Belgrade Design Week is a one-week design festival held once a year in Belgrade, Serbia. First held in 2005, the festival is organized every spring and is the largest design initiative in South-Eastern Europe. The festival covers architecture, design, fashion, publishing, and new media, as well as related fields like communications, marketing, advertising, and arts management. The event includes design labs, competitions, and presentations from international speakers like Karim Rashid and Daniel Libeskind.

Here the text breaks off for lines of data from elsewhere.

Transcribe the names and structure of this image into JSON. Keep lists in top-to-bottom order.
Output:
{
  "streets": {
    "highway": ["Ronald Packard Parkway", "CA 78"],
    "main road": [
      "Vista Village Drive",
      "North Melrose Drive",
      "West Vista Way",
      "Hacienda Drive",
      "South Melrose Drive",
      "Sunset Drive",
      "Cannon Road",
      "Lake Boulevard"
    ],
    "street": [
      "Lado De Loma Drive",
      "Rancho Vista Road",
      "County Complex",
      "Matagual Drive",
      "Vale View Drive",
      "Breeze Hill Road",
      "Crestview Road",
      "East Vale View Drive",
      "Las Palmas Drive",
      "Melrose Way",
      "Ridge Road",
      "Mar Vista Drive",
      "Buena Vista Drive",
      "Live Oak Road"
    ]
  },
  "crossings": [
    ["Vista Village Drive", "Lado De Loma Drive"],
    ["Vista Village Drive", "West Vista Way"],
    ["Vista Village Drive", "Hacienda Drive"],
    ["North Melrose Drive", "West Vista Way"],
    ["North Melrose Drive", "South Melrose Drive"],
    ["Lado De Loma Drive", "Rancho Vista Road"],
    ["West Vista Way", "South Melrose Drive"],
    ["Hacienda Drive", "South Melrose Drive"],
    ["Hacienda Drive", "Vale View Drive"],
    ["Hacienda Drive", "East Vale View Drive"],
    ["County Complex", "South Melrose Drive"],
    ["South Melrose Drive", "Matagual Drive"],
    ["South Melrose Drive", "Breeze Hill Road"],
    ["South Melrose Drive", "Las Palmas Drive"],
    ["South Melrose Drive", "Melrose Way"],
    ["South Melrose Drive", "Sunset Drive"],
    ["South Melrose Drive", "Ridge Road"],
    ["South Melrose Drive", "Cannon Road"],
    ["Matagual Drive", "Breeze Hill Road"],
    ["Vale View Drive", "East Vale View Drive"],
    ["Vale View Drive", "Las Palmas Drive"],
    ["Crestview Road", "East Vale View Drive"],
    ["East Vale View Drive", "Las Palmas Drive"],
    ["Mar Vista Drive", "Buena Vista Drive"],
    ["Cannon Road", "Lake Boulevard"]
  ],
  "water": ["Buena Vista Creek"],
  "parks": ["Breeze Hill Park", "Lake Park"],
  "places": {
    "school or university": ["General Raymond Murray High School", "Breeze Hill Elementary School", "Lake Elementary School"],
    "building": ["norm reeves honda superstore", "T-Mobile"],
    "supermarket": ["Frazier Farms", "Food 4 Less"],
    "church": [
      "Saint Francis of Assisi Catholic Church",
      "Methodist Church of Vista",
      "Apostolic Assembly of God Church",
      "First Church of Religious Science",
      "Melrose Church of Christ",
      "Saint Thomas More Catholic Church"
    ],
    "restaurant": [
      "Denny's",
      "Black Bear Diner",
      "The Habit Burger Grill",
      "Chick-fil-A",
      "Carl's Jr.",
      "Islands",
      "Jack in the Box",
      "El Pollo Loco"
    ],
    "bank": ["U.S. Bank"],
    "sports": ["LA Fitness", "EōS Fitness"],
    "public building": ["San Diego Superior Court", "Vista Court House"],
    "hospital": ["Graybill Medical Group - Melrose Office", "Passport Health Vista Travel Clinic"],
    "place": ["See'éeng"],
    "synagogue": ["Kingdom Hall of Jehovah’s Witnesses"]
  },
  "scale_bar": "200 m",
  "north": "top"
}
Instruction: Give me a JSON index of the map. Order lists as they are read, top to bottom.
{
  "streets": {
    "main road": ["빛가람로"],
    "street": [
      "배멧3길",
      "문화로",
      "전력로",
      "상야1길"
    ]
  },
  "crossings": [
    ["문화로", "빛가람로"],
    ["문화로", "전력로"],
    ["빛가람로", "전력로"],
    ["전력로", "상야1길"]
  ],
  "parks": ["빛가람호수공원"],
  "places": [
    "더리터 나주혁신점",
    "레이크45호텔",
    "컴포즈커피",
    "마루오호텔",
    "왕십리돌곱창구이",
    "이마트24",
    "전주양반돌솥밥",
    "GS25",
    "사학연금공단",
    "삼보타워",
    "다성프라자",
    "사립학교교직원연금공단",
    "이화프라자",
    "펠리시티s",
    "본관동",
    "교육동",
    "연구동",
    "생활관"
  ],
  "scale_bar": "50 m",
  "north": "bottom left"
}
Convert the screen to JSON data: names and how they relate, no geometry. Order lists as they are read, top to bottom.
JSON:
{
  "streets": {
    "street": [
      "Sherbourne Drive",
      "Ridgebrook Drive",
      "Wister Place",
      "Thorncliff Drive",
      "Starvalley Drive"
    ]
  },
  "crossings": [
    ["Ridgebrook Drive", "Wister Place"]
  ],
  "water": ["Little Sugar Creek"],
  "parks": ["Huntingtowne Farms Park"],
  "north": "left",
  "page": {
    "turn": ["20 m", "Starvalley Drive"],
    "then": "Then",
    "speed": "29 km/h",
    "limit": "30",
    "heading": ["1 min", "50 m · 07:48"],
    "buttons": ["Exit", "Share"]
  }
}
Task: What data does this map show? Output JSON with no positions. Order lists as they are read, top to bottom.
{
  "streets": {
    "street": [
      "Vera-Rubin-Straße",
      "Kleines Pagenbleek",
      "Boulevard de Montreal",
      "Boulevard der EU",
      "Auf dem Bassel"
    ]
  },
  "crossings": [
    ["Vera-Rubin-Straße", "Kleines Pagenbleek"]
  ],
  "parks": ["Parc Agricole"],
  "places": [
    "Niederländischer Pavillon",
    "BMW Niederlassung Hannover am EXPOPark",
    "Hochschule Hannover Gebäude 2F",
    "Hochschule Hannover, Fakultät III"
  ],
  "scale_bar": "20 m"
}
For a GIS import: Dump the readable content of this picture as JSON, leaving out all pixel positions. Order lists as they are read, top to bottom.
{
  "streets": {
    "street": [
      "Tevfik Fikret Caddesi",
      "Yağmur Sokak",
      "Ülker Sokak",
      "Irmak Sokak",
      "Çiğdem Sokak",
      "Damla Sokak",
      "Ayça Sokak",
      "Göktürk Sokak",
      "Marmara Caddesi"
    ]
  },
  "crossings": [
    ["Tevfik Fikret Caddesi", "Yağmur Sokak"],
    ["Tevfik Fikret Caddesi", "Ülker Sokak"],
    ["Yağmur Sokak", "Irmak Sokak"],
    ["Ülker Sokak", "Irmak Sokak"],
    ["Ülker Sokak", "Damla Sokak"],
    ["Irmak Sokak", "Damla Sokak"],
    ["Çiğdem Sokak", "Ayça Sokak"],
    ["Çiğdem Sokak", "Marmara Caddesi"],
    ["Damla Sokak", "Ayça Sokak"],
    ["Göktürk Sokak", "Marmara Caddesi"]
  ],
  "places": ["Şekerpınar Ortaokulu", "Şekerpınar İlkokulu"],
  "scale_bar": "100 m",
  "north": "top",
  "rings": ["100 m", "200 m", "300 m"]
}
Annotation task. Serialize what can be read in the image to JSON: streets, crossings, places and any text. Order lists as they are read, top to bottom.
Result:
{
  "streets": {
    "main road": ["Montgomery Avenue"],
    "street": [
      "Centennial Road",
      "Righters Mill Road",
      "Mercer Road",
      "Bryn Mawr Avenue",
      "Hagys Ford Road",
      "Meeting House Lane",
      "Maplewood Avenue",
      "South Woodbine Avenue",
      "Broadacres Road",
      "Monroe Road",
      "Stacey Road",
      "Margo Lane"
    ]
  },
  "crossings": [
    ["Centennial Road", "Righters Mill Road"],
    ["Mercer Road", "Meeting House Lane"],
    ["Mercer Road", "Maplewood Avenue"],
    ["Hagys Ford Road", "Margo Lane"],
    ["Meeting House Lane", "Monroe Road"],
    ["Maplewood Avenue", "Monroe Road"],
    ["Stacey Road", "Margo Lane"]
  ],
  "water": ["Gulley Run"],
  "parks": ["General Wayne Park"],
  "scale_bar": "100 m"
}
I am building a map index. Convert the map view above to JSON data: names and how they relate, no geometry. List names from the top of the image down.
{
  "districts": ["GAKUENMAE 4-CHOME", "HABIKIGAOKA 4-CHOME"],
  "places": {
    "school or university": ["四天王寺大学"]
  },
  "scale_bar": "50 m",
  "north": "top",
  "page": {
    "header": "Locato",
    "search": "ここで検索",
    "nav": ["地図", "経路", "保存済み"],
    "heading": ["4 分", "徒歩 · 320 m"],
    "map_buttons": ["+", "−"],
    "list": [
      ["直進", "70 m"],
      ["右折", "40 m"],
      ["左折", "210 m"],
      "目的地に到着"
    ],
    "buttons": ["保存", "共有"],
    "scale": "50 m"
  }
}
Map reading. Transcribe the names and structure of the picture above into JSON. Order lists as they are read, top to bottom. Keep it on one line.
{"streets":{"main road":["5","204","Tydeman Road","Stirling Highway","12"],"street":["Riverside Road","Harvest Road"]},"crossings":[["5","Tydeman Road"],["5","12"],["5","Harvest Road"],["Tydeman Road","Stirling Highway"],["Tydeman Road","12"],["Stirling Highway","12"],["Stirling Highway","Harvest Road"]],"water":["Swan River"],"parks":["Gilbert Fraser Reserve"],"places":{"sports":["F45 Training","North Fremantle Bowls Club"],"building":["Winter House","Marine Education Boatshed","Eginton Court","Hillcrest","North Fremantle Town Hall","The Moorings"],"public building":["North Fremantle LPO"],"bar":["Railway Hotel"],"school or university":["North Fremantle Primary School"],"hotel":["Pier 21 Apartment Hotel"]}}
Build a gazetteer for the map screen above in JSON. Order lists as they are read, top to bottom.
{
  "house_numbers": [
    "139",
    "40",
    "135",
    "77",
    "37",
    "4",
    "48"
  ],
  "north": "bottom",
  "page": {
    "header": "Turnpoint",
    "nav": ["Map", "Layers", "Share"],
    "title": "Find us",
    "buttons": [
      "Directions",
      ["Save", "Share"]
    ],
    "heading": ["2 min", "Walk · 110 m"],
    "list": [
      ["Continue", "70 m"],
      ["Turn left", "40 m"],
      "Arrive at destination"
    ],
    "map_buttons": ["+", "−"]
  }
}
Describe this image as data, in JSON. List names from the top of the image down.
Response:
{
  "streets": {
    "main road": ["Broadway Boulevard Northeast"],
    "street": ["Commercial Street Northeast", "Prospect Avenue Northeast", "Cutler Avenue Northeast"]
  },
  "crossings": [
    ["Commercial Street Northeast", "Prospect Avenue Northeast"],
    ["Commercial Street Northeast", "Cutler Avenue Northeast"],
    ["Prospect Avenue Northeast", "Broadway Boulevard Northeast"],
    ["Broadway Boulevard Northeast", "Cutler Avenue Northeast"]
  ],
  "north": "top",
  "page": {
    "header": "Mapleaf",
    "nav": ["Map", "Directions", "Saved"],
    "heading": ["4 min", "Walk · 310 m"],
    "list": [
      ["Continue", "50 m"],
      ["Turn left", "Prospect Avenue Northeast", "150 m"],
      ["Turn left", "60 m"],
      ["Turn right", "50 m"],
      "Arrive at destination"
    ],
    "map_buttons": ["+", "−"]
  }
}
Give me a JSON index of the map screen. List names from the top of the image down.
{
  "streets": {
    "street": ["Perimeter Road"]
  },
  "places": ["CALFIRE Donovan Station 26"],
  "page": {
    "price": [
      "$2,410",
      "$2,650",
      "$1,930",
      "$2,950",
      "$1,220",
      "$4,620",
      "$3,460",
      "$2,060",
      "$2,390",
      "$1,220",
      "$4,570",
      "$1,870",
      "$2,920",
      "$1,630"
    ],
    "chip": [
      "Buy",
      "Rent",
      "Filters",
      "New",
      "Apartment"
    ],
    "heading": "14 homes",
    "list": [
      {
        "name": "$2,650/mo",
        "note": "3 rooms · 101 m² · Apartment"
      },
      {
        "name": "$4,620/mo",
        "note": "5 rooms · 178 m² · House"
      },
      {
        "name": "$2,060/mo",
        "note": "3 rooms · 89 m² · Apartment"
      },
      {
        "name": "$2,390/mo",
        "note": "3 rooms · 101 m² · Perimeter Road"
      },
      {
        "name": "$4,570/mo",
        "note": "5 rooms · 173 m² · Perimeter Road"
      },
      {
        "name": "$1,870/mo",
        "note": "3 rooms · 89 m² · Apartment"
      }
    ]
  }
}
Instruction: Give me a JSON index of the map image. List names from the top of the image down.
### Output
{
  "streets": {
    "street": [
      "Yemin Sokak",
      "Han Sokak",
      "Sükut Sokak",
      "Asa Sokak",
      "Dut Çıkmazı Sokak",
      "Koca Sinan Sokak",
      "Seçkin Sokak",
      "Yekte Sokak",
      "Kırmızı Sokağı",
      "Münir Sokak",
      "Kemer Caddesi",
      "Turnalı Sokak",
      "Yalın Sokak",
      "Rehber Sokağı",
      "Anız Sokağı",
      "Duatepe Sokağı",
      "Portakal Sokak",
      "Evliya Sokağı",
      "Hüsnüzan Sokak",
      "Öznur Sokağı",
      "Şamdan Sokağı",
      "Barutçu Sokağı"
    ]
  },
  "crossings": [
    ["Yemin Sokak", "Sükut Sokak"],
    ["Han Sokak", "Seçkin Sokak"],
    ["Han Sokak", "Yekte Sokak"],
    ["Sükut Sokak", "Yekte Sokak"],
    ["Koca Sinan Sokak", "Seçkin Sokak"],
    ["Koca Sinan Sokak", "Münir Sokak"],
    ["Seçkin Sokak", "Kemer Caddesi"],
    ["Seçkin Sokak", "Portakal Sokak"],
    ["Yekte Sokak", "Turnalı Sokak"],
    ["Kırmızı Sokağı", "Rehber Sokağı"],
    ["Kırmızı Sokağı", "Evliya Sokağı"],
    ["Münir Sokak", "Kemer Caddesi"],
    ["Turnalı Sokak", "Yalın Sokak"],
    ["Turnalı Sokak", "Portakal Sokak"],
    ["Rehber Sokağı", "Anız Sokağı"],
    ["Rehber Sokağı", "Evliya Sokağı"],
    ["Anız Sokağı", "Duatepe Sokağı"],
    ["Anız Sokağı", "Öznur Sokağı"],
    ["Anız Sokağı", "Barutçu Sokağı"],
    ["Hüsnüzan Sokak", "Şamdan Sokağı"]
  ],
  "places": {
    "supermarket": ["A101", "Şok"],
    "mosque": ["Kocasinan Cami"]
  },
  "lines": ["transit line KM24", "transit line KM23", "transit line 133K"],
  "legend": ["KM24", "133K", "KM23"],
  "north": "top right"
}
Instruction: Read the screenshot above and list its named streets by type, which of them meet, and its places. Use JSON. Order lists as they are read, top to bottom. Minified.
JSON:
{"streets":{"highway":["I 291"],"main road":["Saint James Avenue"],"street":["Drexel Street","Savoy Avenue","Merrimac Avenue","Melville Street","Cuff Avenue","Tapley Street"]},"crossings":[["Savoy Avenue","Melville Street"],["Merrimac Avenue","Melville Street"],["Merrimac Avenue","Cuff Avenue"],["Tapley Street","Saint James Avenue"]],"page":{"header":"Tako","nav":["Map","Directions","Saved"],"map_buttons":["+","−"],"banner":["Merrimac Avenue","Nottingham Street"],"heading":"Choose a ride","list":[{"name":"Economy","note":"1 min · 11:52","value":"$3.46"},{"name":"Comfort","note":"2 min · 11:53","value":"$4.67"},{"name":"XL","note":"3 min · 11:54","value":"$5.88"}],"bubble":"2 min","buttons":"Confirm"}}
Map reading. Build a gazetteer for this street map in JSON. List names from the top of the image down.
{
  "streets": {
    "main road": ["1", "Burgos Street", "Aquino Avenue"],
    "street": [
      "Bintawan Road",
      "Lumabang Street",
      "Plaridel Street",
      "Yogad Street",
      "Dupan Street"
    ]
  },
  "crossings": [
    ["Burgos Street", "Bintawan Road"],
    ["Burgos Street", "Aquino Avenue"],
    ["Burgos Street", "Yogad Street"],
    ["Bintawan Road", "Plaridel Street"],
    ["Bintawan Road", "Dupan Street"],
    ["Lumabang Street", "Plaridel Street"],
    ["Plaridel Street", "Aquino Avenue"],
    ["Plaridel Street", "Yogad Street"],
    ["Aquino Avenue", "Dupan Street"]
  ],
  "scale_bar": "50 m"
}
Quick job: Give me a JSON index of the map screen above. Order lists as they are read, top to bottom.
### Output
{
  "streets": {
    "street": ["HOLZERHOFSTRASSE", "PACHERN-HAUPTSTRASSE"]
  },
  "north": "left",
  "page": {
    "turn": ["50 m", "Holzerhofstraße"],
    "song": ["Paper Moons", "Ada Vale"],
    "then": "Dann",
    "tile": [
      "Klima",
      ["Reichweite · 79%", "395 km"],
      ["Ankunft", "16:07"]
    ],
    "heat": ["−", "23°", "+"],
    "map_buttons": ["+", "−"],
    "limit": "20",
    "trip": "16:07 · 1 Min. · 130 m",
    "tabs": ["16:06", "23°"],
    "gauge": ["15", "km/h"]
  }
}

During the rest of the year, there are related projects such as promoting local designers, holding a branding competition for the Serbian Center for the Promotion of Science, and participating in the Partners of the Human Cities/ Project. The organization also spearheaded the Belgrade 2020 project, promoting the city as a candidate for the European Capital of Culture.

== History ==
First held in 2005, the Belgrade Design Week festival was founded by architect and brand consultant Jovan Jelovac. The conference costs about half a million euros to produce and is funded mostly through commercial and media sponsorships. The reasons for creating the event were for education and inspiring the country's citizens through design. In 2014, the president of Serbia, Tomislav Nikolić, was the patron for the event, and mentioned how design can contribute to the country's economy.

In 2006, designer Karim Rashid was the ambassador for the second Belgrade Design Week and spoke at the conference. Subsequently, he headed several design projects in Serbia's capital city. Rashid stated that he is fascinated by Belgrade and Eastern Europe in general, seeing it "as the next upcoming place - everyone is psyched and enthusiastic about the rebuilding of these poetic, romantic, artistic, and very intellectual places."

After attending the design festival in 2008, architect Daniel Libeskind was awarded a billion dollar contract to redevelop the Belgrade waterfront.

==Festival events==
The principal site of the festival changes annually with various run-down or abandoned buildings being renovated for the event. Past locations have included a palace, the bombed-out hotel Jugoslavija, an abandoned department store, the closed contemporary art museum, and an old factory. Every year, the conference also focuses on a common thread, for example, in 2013 the theme was the square shape.

Approximately thirty international speakers present each year and cover a wide range of subjects. Designers and artists who have spoken at the event include Konstantin Grcic, Aylin Langreuter, Christophe de la Fontaine, Hella Jongerius, Daan Roosegaarde, Ross Lovegrove, Christophe Pillet, Sacha Lakic, and Patricia Urquiola.

The events at the festival include presentations, workshops, design competitions and exhibits from designers (such as Israeli Eilon Armon and Swiss architect duo Lang/Baumann).